INTESTINES! INTESTINES!
Gross? Or intriguing?
MEH CUPCAKES
The cupcake thing: can we admit it’s careened out of control? The cute quotient, the frill factor, the adorable ubiquity — it’s all ballooned into unacceptability. An enormous dancing cupcake has replaced the Sta-Puft Marshmallow Man in our collective nightmares. Plus, “cupcakery.” Really? What about the real deals, the homely, lumpy, tepid, deflated, sticky-papered, half-frosted or over-frosted hockey pucks your mom used to squish into your lunch bag beneath the waxy apple?

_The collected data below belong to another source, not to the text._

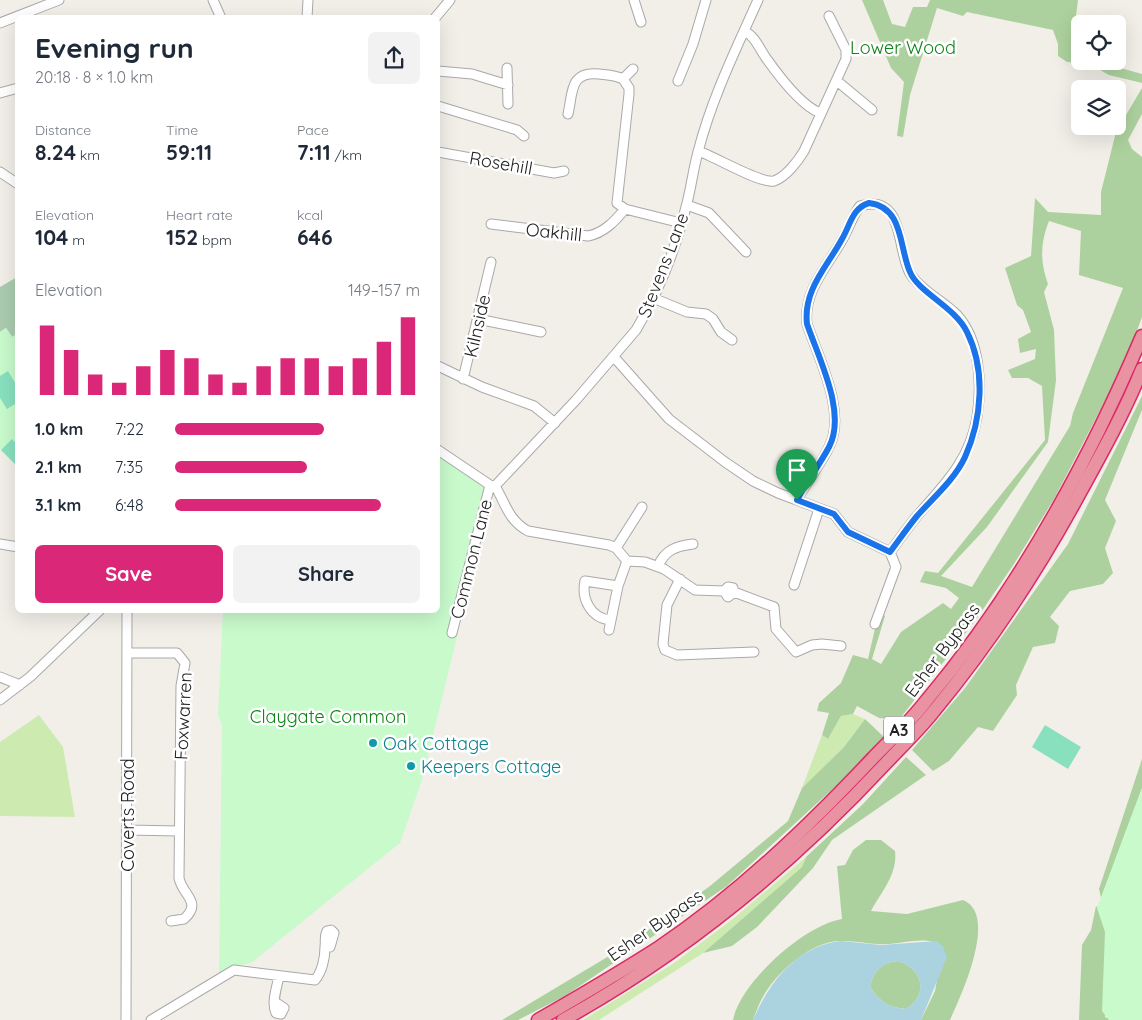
<!DOCTYPE html>
<meta charset="utf-8">
<style>
:root{--surface:#fff;--page:#f2f2f3;--text:#1f2937;--muted:#747a83;--accent:#db2777}
body{margin:0;font-family:Quicksand,sans-serif;background:var(--page);color:var(--text);height:100vh;display:flex;flex-direction:column;font-size:19px;white-space:nowrap}
*{box-sizing:border-box;margin:0}
p{font-size:16px;color:var(--muted)}
.icon{flex:none;width:28px;height:28px;fill:none;stroke:currentColor;stroke-width:2;stroke-linecap:round;stroke-linejoin:round}
.map{position:relative;flex:1;overflow:hidden}
.panel{position:absolute;left:15px;top:15px;width:425px;height:598px;display:flex;flex-direction:column;background:var(--surface);border-radius:8px;box-shadow:0 5px 20px #0002}
.panel>*{flex:none}
.buttons{position:absolute;left:1071px;top:15px;display:grid;gap:10px}
.buttons a{display:grid;place-items:center;width:55px;height:55px;border-radius:8px;background:var(--surface);box-shadow:0 5px 20px #0002;font-size:25px}
.pin{position:absolute;display:grid;place-items:center;width:42px;height:42px;color:#fff;margin:-51px -21px;border-radius:50% 50% 50% 0;rotate:-45deg;box-shadow:0 0 5px #0007}
.pin .icon{rotate:45deg}
.round{display:grid;place-items:center;flex:none;width:52px;height:52px;border-radius:8px;background:var(--page)}
.head{display:flex;align-items:center;justify-content:space-between;height:85px;padding:0 20px}
h1{font-size:28px;font-weight:700;line-height:38px}
.stats{display:grid;grid-template-columns:repeat(3,1fr);gap:8px;height:85px;padding:5px 20px}
.stats div{display:grid;align-content:center}
.stats b{font-size:21px;font-weight:700}
.stats small{font-size:14px;font-weight:400}
.stats p{font-size:14px}
.chart{height:140px;padding:10px 20px}
.chart p{display:flex;justify-content:space-between}
.chart svg{width:100%;height:90px;margin-top:5px;stroke:var(--accent);stroke-width:6}
.button{display:flex;gap:10px;margin-top:auto;padding:10px 20px}
.button a{flex:1;height:58px;border-radius:8px;background:var(--accent);color:#fff;font-size:20px;font-weight:700;line-height:58px;text-align:center}
.button a+a{background:var(--page);color:var(--text)}
ul{padding:0 20px;list-style:none;font-size:16px}
li{display:grid;grid-template-columns:80px 60px 1fr;align-items:center;height:38px}
li i{height:12px;border-radius:6px;background:var(--accent)}
.map>svg:first-child{display:block}
</style>
<div class="map">
<svg width="1142" height="1020" viewBox="0 0 1142 1020">
<rect width="100%" height="100%" fill="#f2efe9"/>
<path fill="#cdebb0" d="M853,714L865,719L844,747L802,788L822,735L828,739L841,716Z
M39,715L63,747L75,817L0,816V742Z
M806,857L802,867L703,953L599,1020H583L674,963L734,918Z"/>
<path fill="#add19e" fill-rule="evenodd" d="M862,0H883L892,24L905,27L913,7H927L930,0H1078L1072,48L1080,53V61H1087V64L1067,62L1058,56V44L1053,30L967,12L963,16L937,8L910,95L903,137L897,136L904,82L891,68Z
M1096,61L1142,74V83L1109,75L1093,66Z
M1142,88V114L1128,140L1132,149L1142,157V317L1131,347L1108,395L1054,499L1014,564L975,621L899,720L879,718L857,706L853,714L841,716L828,739L822,735L829,713L817,711L819,703L841,683L853,655L868,659L879,611L885,616L872,659L881,664L901,632L943,603L951,609L959,598L946,588L920,582L925,571L938,573L1045,440L1042,386L1028,378H1012L1008,370L1035,359L1036,349L1020,353L1018,339L1031,332L1023,310L1017,305L1005,268L1031,256L1035,198L1048,212L1101,215V192L1116,132ZM1049,221L1081,231L1079,275L1123,288L1073,413L1070,426L972,587L941,576L987,527L1048,442L1056,380L1054,330L1044,292L1048,284C1040,262 1040,243 1049,221Z
M1142,396V410L1105,500L1116,521L1105,548L1113,573L1103,584L1070,591L1050,617L1059,626L1055,643L1033,647L1016,685L1017,695L993,731L978,727L949,761L933,771L912,750L965,688L1068,544Z
M865,719L884,737L838,784L727,886L565,996L518,1020H502L629,944L710,886L788,821L802,788L844,747Z
M906,757L926,775L832,840L813,868L757,927L732,946L703,953L802,867L806,857L863,804Z
M1142,759V788L1101,898L1099,889Z
M866,840H881L895,851C898,874 881,892 871,911L907,914L963,900C999,914 961,996 950,1020H921L935,991L943,947C930,935 905,943 888,944C873,945 858,941 842,941C813,940 778,971 764,995C759,1003 756,1012 753,1020H733C740,983 804,925 842,919L837,866L845,865L853,850Z
M1096,906C1117,923 1106,990 1105,1017L1112,1020H1079L1082,945L1091,930Z
M898,961C923,968 929,995 906,1009C889,1008 878,1001 870,986C874,970 882,962 898,961Z"/>
<path fill="#aacbaf" d="M17,277V334L12,337L6,328L0,332V287Z"/>
<path fill="#c8facc" d="M6,328L12,337L17,334V467L0,449V332Z
M438,456L485,488L451,630L458,633L422,780L400,843L251,963L234,966L219,974L222,725L218,716L223,610H438Z
M1142,788V1020H1109L1102,1011L1105,932L1097,908Z"/>
<path fill="#88e0be" d="M8,371L17,386L18,402L7,409L0,398V376Z
M12,439L17,445V466L1,450Z
M1045,725L1081,747L1068,769L1032,747Z"/>
<path fill="#aad3df" fill-rule="evenodd" d="M841,941L881,945L937,941L943,947L947,957L921,1020H753C770,981 797,946 841,941ZM898,961C923,968 929,995 906,1009C889,1008 878,1001 870,986C874,970 882,962 898,961Z"/>
<g fill="none" stroke-linecap="round" stroke-linejoin="round">
<defs>
<path id="minor" d="M213,0L221,18
M634,0L641,22
M307,18L308,0
M435,18L450,0
M0,23L59,0
M744,31C755,36 759,48 766,58C778,75 800,105 820,113
M507,68L508,104
M438,71L472,74L508,85
M623,79L633,69
M678,81L693,44L706,0
M837,81L872,110
M0,93L18,88
M438,106L517,130L524,136
M568,114C573,93 569,71 599,74C607,75 615,75 623,79L629,88V94L617,203L625,209L681,223
M698,151C714,156 760,184 774,181C786,177 798,161 804,151L846,59V50L829,16
M438,152L554,173L564,171
M0,172L18,184
M687,205L709,213L746,252
M491,224L588,236C604,233 615,221 625,209
M653,298L687,312L706,314L713,319L721,332L732,340
M478,319L541,332
M614,357L669,419L725,462L753,481L778,493L834,514L848,532L890,552
M438,366L482,387L534,406L555,423
M463,379L491,262
M438,450L490,485L494,486
M495,486L576,400L636,330C658,293 676,248 686,207C691,189 693,170 698,152C711,100 736,49 758,0
M495,486C506,504 508,520 528,531L609,545L616,548L627,561L645,562L664,569L695,590L724,591L728,587L733,588L734,592L728,597L724,591
M797,500C806,482 820,466 829,447C847,413 819,359 807,324C803,291 827,267 842,240C849,229 852,216 860,206C906,192 896,253 911,275C922,291 943,301 957,315C980,340 982,384 977,417C970,460 945,484 917,516C908,527 899,540 890,552
M0,544L18,547
M616,548L642,507
M658,566C665,550 676,546 693,544
M680,579L667,605L663,644L665,650L677,655L754,652
M794,585L819,509
M734,592L774,607L776,629L796,652L812,645L822,644L841,646
M610,620C591,618 581,599 585,581L618,586
M875,624L896,567L890,552
M609,630L618,586L627,561
M452,633L490,485
M128,653H177L185,663L181,686L179,878C182,895 203,902 184,919L171,921
M0,677L20,685
M0,700L30,677L100,610
M127,830L179,831
M275,1002L284,1008L281,1014L276,1013C271,1003 277,987 279,976
M126,1020L127,610
M151,1020L234,970L315,980C322,972 325,958 325,947C326,940 324,937 327,931L331,930L334,933L330,947"/>
<path id="highway" d="M538,1020C578,997 619,973 658,948C737,895 807,828 872,759C890,740 910,722 926,701C1017,593 1087,465 1142,336
M563,1020C683,954 793,863 886,763C902,746 920,729 934,711C991,642 1040,567 1082,489C1104,449 1125,411 1142,369"/>
</defs>
<use href="#minor" stroke="#a9a9a9" stroke-width="11"/>
<use href="#highway" stroke="#dc2a67" stroke-width="15"/>
<use href="#minor" stroke="#fff" stroke-width="9"/>
<use href="#highway" stroke="#e892a2" stroke-width="12"/>
</g>
<g fill="none" stroke-linecap="round" stroke-linejoin="round">
<defs>
<path id="route" d="M869,203C904,207 899,248 910,272C918,292 955,307 967,332C986,370 982,419 965,457C955,479 933,498 917,516C908,527 899,540 890,552L848,532L834,514L797,500C806,482 819,466 829,447C847,413 819,359 807,324C803,290 827,267 842,239C850,226 852,208 869,203Z"/>
</defs>
<use href="#route" stroke="#fff" stroke-width="10"/>
<use href="#route" stroke="#1a73e8" stroke-width="6"/>
</g>
<g fill="#0f9aa8" stroke="#fff" stroke-width="2">
<circle cx="373" cy="743" r="5"/>
<circle cx="411" cy="766" r="5"/>
</g>
<g text-anchor="middle" dominant-baseline="central" stroke-width="5" stroke-linejoin="round" paint-order="stroke">
<rect fill="#fff" stroke="#646464" stroke-width="1" x="884" y="716.5" width="30" height="27" rx="4"/>
<g font-size="16" font-weight="bold" fill="#222">
<text x="899" y="730">A3</text>
</g>
<g font-size="18" fill="#0c8416" stroke="#fff">
<text x="903" y="47">Lower Wood</text>
<text x="328" y="716">Claygate Common</text>
</g>
<g font-size="18" fill="#222" stroke="#fff">
<text transform="translate(501 163) rotate(10)">Rosehill</text>
<text transform="translate(554 232) rotate(6)">Oakhill</text>
<text transform="translate(663 265) rotate(-69)">Stevens Lane</text>
<text transform="translate(477 326) rotate(-77)">Kilnside</text>
<text transform="translate(471 559) rotate(-76)">Common Lane</text>
<text transform="translate(942 650) rotate(-53)">Esher Bypass</text>
<text transform="translate(183 716) rotate(-87)">Foxwarren</text>
<text transform="translate(127 815) rotate(-90)">Coverts Road</text>
<text transform="translate(655 925) rotate(-35)">Esher Bypass</text>
</g>
<g font-size="18" fill="#0d838f" stroke="#fff" text-anchor="start">
<text x="383" y="743">Oak Cottage</text>
<text x="421" y="766">Keepers Cottage</text>
</g>
</g>
</svg>
<div class="buttons">
<a><svg class="icon" aria-label="locate" viewBox="0 0 24 24"><circle cx="12" cy="12" r="6"/><path d="M12 2v4M12 18v4M2 12h4M18 12h4"/></svg></a>
<a><svg class="icon" aria-label="layers" viewBox="0 0 24 24"><path d="M12 4l9 5-9 5-9-5zM3 14l9 5 9-5"/></svg></a>
</div>
<div class="pin" style="left:797px;top:500px;background:#1e9e55"><svg class="icon" aria-label="arrive" viewBox="0 0 24 24"><path d="M6 21V4h12l-3 4 3 4H6"/></svg></div>
<section class="panel">
<div class="head"><div><h1>Evening run</h1><p>20:18 · 8 × 1.0 km</p></div><a class="round"><svg class="icon" aria-label="share" viewBox="0 0 24 24"><path d="M12 15V3M7 8l5-5 5 5M5 13v7h14v-7"/></svg></a></div>
<div class="stats">
<div><p>Distance</p><b>8.24<small> km</small></b></div>
<div><p>Time</p><b>59:11</b></div>
<div><p>Pace</p><b>7:11<small> /km</small></b></div>
</div>
<div class="stats">
<div><p>Elevation</p><b>104<small> m</small></b></div>
<div><p>Heart rate</p><b>152<small> bpm</small></b></div>
<div><p>kcal</p><b>646</b></div>
</div>
<div class="chart"><p><span>Elevation</span>149–157 m</p>
<svg viewBox="0 0 160 44" preserveAspectRatio="none"><path d="M5 44V10M15 44V22M25 44V34M35 44V38M45 44V30M55 44V22M65 44V26M75 44V34M85 44V38M95 44V30M105 44V26M115 44V26M125 44V30M135 44V26M145 44V18M155 44V6"/></svg>
</div>
<ul>
<li><b>1.0 km</b>7:22<i style="width:61%"></i></li>
<li><b>2.1 km</b>7:35<i style="width:54%"></i></li>
<li><b>3.1 km</b>6:48<i style="width:84%"></i></li>
</ul>
<div class="button"><a>Save</a><a>Share</a></div>
</section>
</div>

Return to the nostalgic days of elementary school and frazzled housewifery with Meh, cupcakes like Mom used to make. Bonus: crumbled, over-salted snickerdoodle stand nearby for schoolyard-like trades.
SOVIETSKI
Soviet nostalgia is all the rage! Shepard Fairey’s propaganda poster appropriations are big-ticket items, shapeless woolen clothes have taken over the runways, and a Red Dawn remake comes out this fall. Get back to the USSR at this authentic rusted iron box full of grim, humorless, badly bleached drones high on primo Afghan heroin. Convenient signs tell you everything not to do, which is everything. Complete your campy celebration of fascist economies by waiting in line for 14 hours only to be told they’re out of everything but Siberian snowcones (gravel and mayonnaise flavors only.) But someone has a cousin whose friend can get you Levis 501s.
It’s no secret that the current food cart scene would be adrift without Twitter. How the heck else would you be able to follow the Adobo Hobo to on-the-fly Filipino bliss? Now it’s time to repay the favor by bringing the social networking service into the real world. Fail Whale sliders and starling casserole: $1.40.